Task
Can you write out every line from the start of the records below through the line containing "position:relative; width:1120px; height:1120px;", leaving out any pictures?

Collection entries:

——————————

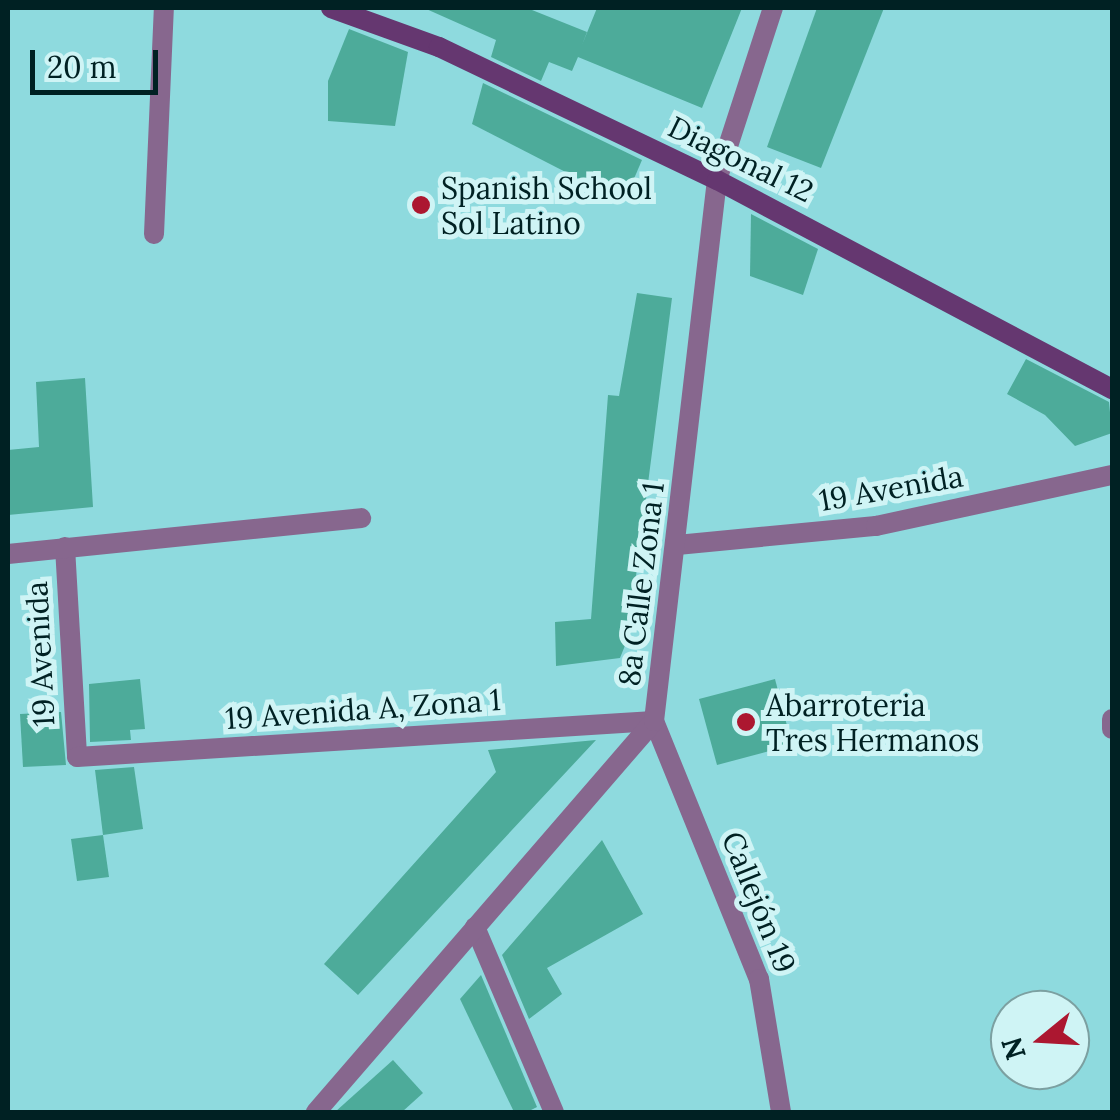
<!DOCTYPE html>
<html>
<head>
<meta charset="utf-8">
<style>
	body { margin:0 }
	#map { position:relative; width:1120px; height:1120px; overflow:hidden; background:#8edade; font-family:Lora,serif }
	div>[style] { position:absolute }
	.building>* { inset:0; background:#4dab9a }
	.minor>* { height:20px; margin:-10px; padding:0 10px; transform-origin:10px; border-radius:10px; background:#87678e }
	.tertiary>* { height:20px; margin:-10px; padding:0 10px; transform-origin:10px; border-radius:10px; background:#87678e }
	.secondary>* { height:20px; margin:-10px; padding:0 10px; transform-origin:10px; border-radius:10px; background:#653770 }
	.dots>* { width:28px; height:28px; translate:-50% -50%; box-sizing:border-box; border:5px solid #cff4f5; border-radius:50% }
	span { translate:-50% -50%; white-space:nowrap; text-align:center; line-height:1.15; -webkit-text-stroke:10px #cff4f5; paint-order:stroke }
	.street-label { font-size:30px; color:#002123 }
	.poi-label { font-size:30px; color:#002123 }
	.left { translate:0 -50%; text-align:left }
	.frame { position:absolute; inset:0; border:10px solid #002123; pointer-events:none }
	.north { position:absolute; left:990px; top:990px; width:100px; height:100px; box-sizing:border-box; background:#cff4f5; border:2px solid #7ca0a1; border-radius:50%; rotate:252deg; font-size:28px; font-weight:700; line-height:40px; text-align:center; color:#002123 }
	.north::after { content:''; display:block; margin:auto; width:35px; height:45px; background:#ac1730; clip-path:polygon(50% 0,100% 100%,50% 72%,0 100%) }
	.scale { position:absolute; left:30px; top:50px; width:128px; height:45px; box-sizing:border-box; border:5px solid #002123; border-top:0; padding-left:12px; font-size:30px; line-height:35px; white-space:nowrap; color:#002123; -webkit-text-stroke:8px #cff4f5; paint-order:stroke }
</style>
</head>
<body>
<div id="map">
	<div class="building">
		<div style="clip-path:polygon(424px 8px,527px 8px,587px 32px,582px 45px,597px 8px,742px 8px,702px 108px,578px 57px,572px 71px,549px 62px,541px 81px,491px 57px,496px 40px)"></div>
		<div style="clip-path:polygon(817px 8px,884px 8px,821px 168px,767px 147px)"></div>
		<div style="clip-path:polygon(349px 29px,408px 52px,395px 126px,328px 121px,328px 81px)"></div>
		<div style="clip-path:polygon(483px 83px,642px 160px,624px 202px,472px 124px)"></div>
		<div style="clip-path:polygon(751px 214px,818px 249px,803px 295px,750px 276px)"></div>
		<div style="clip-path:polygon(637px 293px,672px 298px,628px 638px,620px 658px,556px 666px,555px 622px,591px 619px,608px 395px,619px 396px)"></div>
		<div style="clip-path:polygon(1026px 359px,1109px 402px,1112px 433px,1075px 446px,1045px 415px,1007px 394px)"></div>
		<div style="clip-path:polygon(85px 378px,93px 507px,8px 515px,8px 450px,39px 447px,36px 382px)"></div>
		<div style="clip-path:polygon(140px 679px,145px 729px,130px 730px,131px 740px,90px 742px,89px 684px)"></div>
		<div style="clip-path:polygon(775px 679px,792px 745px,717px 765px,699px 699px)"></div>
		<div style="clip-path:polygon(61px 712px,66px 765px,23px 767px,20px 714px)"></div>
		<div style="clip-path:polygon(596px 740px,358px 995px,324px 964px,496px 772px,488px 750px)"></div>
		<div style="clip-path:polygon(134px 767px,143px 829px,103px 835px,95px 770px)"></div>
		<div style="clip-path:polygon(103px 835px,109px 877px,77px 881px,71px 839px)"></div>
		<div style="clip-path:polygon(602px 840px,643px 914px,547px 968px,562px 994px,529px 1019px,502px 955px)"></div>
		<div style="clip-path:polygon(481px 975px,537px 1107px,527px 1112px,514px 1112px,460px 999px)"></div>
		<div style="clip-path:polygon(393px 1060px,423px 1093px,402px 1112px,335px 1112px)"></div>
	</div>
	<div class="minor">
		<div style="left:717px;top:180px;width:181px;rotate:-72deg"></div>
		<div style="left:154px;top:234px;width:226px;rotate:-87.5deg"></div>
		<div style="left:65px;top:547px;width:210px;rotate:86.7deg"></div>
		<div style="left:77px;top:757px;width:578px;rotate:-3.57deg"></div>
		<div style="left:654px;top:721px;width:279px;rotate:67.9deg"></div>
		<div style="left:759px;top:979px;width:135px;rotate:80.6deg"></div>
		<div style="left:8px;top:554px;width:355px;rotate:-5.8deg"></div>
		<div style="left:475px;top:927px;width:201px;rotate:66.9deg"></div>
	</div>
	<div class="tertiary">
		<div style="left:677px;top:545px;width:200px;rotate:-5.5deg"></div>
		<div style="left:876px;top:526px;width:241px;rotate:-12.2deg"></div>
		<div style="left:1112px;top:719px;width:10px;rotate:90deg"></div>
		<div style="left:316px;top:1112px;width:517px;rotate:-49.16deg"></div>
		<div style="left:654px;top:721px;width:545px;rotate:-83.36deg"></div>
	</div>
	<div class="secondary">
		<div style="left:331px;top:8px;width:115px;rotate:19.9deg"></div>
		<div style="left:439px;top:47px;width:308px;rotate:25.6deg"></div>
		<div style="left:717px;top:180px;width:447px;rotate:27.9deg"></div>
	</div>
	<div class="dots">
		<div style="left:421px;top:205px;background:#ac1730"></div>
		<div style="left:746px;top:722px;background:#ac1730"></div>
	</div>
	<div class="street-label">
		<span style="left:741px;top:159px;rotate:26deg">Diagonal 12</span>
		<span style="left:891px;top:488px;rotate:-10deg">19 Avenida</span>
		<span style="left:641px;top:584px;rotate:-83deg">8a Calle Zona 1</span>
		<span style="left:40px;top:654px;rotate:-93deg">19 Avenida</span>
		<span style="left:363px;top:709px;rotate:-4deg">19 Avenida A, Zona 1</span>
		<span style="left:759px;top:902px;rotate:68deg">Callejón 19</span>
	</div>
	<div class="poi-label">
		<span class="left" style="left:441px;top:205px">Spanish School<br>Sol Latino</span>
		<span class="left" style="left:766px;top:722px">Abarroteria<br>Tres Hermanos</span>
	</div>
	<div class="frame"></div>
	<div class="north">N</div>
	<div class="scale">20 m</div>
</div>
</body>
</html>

——————————

Written solution
<!DOCTYPE html>
<html>
<head>
<meta charset="utf-8">
<style>
	body { margin:0 }
	#map { position:relative; width:1120px; height:1120px; overflow:hidden; background:#8edade; font-family:Lora,serif }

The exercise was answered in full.